At this point, it is worth mentioning Royal Decree 515/1989, of April 21 on Protection of Consumers regarding the Information to be provided in the Purchase and rental of Homes, which provides that:

"The data, characteristics and conditions related to the construction of the house, its location, services and facilities, acquisition, use and payment that are included in the offer, promotion and advertising will be required even if they are not expressly included in the contract concluded" .

Regarding the price, it must be borne in mind that in the operations of "sale of future things" the object of the contract could not be verified personally by the buyer, and despite the parties having agreed in the contract a "Flat-rate price" (and not a price per square meter actually built and delivered), this is incompatible with the type of contract of "sale of future thing".

Therefore, according to the most recent jurisprudence, such clauses should be considered as not being set.

In this sense, the Judgment of the Toledo Provincial Court of October 3, 1994 includes this criterion stating that:

"The sale in question cannot be classified as the sale of a certain thing, because for this to be the case it would have to exist: only what has a corporeal existence is true. The concept of sale of future thing, currently non-existent, as is the case of the sale of real estate under construction, is absolutely incompatible with the concept of certain thing."

Consequently, when there has been a deviation not consented to by the buyer (surface, structural aspects, finishes, orientation of the property, facilities and services, etc.) between that agreed with the seller (including advertising brochures, plans and annexes) and what actually delivered, there will be a clear breach of contract and the buyer will be empowered to file the corresponding legal actions.

In any case, and in general terms, we must comply with the provisions of article 1,124 of the Civil Code, by virtue of which:

"The power to resolve the obligations is understood implicitly in the reciprocal, in the event that one of the obligated parties does not comply with what is incumbent on him. The injured party may choose between demanding compliance or resolution of the obligation, with compensation for damages and payment of interest in both cases.
You may also request the resolution, even after having opted for compliance, when it proves impossible ”.

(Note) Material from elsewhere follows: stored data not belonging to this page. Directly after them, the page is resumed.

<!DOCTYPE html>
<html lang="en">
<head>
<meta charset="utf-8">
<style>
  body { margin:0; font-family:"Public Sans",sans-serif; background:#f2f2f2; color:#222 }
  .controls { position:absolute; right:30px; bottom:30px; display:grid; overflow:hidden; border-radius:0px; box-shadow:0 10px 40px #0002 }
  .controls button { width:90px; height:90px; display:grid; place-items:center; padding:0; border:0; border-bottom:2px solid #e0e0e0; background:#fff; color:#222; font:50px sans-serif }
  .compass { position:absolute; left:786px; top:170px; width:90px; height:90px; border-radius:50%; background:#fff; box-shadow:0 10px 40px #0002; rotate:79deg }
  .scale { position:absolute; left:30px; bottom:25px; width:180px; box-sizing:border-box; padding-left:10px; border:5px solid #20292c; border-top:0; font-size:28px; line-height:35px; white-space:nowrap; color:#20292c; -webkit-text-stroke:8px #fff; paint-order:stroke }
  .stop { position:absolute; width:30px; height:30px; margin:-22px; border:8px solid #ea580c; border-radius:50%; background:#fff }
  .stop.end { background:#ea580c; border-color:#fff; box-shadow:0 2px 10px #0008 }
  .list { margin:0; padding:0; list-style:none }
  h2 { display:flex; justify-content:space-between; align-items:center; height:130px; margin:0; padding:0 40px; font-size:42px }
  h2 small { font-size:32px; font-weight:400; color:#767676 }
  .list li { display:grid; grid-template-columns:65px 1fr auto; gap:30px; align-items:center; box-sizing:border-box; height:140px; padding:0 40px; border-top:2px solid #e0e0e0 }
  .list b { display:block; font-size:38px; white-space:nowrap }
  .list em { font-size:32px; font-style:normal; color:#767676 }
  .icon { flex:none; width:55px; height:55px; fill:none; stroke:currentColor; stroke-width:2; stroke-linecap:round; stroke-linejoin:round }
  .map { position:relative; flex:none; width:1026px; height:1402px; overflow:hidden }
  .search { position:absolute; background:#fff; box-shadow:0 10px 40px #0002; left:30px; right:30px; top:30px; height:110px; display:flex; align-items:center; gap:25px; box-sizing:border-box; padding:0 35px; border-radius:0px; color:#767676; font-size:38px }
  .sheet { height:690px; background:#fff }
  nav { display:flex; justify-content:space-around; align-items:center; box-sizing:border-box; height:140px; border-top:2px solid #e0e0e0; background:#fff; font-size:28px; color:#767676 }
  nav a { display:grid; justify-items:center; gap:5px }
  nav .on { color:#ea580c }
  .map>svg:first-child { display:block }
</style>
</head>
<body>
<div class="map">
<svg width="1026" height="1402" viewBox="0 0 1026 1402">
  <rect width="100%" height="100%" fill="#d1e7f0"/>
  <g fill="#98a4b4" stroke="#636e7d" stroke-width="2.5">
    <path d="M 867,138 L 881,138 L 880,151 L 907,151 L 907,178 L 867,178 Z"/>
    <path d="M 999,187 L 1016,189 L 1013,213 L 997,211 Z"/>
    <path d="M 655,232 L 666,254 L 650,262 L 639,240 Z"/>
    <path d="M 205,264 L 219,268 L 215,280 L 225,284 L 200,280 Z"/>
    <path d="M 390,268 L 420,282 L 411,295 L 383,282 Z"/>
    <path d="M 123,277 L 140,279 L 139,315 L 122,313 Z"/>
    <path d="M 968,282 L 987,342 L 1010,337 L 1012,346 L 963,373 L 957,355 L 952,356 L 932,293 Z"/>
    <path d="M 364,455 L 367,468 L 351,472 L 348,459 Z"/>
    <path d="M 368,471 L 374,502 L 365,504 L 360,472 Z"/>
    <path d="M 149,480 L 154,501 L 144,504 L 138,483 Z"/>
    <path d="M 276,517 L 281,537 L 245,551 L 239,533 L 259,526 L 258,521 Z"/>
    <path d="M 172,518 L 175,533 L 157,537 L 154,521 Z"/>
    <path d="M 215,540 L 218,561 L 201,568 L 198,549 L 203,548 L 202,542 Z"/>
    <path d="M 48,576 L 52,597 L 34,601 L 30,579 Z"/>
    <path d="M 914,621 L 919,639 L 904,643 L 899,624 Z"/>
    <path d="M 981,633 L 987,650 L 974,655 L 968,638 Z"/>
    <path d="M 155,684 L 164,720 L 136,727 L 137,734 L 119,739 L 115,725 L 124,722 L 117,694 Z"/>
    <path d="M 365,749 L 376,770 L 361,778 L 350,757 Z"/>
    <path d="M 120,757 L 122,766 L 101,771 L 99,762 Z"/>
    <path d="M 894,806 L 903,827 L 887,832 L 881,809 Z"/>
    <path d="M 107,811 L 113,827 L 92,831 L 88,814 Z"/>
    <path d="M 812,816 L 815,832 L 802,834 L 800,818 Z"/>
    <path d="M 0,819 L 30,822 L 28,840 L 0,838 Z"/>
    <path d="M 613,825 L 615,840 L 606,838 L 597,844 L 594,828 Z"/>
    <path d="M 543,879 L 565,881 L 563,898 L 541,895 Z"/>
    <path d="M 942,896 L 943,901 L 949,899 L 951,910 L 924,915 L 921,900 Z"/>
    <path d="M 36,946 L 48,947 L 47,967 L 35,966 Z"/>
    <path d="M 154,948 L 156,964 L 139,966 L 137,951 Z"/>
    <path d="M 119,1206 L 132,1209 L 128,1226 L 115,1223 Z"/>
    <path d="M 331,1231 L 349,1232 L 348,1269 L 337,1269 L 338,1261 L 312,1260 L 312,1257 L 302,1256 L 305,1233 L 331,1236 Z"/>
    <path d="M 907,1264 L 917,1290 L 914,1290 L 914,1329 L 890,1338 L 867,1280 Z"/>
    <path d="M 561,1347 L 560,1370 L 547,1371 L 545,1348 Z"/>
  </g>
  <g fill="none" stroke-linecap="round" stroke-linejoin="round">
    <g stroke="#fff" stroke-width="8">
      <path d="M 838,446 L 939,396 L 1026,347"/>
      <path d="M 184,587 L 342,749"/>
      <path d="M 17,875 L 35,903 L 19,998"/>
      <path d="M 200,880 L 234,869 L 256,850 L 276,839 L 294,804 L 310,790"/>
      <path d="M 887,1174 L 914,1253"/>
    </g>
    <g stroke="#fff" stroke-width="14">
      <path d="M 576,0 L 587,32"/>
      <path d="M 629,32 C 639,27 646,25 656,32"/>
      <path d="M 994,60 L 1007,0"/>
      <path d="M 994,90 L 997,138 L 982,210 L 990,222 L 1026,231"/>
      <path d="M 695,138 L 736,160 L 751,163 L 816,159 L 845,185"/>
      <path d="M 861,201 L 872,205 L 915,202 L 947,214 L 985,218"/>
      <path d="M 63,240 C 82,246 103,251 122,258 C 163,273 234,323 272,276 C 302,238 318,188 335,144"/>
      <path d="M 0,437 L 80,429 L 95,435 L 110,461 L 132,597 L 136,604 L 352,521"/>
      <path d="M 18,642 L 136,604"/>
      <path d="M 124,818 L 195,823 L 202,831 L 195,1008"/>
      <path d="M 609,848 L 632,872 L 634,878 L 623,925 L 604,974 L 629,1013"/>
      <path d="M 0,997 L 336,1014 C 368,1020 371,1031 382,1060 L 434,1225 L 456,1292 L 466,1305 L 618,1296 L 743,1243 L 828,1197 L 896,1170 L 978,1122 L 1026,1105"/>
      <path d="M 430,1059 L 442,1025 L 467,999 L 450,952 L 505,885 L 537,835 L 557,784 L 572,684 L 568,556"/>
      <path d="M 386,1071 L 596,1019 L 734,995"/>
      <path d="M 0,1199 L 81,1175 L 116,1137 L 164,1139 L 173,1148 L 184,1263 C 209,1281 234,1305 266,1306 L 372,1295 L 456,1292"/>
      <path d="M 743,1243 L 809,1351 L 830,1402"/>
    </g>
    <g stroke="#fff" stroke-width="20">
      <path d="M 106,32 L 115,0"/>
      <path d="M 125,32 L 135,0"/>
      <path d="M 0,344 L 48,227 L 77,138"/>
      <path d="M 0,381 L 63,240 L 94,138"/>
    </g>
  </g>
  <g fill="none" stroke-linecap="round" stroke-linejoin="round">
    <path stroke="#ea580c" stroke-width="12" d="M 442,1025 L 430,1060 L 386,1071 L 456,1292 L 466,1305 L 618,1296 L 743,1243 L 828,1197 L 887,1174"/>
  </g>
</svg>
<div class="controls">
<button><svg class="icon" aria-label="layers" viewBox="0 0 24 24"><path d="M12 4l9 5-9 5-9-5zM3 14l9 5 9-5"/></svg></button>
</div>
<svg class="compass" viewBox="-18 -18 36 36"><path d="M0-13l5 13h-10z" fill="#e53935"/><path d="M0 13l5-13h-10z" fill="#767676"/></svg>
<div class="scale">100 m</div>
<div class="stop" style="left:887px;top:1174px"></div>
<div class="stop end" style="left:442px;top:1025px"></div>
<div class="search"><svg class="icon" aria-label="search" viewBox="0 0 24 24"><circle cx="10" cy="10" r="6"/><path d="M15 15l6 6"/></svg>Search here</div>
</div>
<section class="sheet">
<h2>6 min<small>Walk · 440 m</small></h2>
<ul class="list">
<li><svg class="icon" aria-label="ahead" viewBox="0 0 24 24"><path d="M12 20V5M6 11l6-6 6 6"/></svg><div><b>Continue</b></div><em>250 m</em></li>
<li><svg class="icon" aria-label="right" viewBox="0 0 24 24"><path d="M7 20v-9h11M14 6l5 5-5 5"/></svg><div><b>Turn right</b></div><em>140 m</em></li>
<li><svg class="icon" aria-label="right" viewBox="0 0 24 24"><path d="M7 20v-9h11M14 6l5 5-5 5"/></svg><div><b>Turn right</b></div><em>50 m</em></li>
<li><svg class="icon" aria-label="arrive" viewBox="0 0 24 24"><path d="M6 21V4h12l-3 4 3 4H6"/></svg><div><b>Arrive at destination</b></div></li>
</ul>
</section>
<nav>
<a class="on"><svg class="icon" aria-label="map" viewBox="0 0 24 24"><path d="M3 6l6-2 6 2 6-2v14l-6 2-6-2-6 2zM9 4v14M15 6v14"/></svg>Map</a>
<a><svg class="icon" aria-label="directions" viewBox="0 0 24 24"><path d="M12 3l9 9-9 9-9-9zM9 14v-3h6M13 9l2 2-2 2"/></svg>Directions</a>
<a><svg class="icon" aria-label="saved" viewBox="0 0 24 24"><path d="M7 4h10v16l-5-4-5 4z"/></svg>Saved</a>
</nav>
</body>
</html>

The jurisprudence has established over the years that the mechanism of article 1,124 of the CC can be used in those cases in which the acquirer does not receive the agreement or when receiving it, what is delivered does not meet the buyer's expectations. In accordance with the information provided in the pre-contractual phase.

Therefore, not only must we comply with the provisions of the clause of the signed Contract, but the information and documentation previously provided, in the pre-contractual phase, will also be binding.